→ **What to produce**
Take every line from the records below that includes the word "nowrap".

Provided information below:

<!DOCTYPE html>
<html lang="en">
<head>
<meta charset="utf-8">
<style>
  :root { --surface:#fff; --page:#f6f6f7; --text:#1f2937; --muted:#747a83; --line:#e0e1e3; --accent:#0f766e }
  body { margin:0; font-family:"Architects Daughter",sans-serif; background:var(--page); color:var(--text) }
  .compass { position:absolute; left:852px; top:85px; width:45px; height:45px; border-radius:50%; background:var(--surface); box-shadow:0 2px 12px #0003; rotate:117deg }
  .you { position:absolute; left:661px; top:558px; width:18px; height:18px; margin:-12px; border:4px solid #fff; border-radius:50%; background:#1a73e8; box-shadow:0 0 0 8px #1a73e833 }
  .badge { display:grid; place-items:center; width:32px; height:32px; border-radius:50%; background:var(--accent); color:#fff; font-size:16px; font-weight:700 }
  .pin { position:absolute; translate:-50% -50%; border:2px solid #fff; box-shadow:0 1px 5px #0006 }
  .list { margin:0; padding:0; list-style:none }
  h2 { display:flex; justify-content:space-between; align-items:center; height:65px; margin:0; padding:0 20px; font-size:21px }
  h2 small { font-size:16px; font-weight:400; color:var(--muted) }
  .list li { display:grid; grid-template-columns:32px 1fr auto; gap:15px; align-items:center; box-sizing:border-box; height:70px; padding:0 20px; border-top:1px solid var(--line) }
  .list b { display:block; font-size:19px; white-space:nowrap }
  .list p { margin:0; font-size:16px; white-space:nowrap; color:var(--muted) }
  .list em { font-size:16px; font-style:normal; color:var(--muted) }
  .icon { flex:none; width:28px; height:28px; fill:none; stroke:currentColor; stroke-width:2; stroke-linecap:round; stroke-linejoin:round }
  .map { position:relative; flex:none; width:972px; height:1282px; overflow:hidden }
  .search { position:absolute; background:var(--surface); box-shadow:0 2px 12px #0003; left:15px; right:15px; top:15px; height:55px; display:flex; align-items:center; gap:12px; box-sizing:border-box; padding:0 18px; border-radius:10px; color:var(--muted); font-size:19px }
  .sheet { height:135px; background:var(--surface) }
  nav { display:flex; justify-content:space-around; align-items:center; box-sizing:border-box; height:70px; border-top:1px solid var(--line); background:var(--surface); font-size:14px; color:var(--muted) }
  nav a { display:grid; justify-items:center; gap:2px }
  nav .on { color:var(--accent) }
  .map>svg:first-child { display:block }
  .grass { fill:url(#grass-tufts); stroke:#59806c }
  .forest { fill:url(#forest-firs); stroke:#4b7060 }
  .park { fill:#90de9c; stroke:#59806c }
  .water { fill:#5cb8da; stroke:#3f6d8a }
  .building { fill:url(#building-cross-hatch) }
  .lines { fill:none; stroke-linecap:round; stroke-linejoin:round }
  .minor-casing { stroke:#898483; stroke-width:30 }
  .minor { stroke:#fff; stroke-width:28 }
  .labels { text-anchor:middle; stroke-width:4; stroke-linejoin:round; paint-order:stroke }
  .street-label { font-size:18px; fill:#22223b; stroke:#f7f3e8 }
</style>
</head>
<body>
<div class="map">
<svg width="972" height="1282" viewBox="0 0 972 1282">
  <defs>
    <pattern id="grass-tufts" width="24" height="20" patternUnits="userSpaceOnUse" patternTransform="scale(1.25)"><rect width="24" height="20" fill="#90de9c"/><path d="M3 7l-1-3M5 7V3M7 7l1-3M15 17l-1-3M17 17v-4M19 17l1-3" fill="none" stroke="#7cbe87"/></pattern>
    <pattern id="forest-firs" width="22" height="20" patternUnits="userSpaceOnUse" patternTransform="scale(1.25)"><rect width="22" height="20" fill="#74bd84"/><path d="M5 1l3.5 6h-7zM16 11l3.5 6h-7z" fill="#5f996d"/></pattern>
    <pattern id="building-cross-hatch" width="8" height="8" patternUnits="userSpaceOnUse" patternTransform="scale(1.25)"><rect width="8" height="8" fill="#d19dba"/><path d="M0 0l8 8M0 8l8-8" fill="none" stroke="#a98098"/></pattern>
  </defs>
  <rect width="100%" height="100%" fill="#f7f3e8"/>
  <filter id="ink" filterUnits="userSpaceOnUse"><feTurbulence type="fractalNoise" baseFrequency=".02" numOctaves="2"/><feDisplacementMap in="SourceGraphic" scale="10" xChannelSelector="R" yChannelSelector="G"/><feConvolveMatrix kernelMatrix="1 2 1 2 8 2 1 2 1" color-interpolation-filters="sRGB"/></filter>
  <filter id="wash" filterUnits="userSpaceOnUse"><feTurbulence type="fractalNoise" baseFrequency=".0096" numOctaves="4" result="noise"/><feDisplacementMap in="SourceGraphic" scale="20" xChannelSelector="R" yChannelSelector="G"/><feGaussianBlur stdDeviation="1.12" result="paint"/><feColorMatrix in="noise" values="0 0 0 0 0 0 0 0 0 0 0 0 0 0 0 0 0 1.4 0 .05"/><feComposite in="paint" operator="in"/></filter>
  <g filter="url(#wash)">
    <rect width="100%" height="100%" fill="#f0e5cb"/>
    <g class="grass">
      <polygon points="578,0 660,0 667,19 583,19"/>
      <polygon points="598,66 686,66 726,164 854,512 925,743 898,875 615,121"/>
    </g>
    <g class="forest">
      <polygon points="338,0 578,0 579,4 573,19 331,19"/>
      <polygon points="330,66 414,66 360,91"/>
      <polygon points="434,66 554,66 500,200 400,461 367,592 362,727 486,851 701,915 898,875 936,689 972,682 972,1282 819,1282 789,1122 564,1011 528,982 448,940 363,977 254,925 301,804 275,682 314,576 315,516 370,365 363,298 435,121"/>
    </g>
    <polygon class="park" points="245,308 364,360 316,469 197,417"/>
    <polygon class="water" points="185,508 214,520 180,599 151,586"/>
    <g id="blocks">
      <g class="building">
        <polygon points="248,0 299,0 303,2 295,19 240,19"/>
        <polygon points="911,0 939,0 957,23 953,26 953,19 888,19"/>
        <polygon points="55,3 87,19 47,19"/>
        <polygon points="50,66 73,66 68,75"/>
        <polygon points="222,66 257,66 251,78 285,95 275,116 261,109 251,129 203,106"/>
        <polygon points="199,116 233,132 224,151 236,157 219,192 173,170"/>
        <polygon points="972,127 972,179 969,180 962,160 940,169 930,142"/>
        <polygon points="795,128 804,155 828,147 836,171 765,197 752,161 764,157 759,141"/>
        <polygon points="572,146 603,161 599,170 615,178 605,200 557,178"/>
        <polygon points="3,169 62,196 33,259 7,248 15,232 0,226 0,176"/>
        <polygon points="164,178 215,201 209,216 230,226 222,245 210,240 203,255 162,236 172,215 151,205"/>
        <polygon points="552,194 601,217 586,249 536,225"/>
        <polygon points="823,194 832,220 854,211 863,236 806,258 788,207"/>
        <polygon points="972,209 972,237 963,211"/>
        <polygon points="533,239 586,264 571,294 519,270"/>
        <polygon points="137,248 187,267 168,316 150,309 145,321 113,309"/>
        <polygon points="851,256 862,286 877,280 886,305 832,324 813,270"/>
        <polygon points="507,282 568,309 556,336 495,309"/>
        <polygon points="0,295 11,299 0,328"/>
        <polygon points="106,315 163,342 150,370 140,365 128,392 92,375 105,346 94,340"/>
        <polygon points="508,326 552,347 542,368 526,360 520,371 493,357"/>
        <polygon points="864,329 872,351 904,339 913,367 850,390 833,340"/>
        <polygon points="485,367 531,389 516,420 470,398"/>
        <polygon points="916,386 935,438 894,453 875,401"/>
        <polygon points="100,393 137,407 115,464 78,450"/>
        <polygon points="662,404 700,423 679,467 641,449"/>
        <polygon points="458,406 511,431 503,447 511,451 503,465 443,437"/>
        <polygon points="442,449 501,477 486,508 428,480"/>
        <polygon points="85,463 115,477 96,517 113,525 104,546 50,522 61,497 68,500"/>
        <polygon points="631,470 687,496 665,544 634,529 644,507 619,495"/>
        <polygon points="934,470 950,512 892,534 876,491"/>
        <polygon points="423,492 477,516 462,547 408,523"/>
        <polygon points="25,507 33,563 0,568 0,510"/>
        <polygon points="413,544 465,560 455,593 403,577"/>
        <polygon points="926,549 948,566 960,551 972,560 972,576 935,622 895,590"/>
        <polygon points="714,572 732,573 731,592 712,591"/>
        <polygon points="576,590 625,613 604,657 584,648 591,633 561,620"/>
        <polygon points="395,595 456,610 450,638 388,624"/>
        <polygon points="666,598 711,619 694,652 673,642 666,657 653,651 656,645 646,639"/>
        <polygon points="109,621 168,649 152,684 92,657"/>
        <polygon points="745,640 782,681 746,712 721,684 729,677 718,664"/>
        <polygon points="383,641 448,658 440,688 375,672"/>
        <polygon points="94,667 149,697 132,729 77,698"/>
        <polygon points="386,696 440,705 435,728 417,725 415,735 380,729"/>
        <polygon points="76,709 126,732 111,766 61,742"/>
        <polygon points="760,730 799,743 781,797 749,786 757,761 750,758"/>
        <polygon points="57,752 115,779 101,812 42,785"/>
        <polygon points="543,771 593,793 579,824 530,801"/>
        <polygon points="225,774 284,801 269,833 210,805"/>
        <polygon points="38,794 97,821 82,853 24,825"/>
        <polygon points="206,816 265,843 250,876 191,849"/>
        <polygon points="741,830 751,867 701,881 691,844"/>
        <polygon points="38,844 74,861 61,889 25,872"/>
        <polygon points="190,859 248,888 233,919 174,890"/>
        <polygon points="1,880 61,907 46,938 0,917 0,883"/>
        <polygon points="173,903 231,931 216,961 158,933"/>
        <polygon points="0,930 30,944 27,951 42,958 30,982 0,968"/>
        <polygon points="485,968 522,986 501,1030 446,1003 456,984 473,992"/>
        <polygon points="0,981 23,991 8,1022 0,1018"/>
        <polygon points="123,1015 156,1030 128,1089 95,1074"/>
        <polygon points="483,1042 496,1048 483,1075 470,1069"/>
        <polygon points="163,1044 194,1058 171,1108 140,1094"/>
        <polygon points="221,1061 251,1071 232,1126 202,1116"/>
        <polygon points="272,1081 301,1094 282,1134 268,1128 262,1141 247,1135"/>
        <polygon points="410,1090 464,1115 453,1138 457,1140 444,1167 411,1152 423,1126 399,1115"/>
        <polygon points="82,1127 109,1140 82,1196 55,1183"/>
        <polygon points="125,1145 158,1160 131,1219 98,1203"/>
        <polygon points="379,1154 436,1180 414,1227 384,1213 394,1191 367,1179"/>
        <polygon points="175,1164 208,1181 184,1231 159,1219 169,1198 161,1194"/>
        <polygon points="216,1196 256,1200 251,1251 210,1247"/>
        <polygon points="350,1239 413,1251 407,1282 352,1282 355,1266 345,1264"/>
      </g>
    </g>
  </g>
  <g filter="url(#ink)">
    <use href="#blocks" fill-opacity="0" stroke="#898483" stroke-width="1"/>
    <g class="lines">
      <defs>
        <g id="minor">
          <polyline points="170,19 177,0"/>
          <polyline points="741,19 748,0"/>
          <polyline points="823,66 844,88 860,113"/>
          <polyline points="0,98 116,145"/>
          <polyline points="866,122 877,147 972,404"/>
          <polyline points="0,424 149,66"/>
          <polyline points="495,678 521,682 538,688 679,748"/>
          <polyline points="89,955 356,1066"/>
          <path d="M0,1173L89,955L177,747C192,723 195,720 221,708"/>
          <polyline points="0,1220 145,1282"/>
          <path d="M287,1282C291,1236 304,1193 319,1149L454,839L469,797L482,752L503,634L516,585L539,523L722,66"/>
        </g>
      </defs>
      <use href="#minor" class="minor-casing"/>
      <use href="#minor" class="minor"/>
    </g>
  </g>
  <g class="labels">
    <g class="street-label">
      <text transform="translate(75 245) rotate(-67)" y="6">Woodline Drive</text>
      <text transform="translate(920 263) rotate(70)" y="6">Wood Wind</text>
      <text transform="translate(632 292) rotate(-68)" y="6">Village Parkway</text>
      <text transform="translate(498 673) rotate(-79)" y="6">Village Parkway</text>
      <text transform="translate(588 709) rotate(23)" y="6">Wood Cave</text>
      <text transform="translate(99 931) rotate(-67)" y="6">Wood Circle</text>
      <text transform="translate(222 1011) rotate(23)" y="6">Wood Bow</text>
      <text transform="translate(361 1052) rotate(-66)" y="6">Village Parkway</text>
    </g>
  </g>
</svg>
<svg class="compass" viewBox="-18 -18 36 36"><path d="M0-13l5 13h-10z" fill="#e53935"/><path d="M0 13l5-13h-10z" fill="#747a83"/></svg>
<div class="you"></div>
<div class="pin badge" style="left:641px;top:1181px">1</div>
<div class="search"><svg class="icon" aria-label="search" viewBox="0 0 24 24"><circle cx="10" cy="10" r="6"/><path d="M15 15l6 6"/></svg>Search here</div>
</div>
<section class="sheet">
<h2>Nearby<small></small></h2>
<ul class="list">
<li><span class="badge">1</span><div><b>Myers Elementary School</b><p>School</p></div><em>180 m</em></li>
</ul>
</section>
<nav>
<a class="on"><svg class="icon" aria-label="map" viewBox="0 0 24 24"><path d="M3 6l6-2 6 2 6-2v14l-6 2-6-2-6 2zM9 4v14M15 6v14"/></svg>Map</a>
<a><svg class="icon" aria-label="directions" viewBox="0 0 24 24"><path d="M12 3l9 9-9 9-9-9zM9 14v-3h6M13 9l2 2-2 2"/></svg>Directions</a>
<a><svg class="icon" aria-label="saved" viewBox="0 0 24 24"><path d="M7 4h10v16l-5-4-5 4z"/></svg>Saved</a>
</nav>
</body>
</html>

End of Provided information.

→ **Result of the task**
  .list b { display:block; font-size:19px; white-space:nowrap }
  .list p { margin:0; font-size:16px; white-space:nowrap; color:var(--muted) }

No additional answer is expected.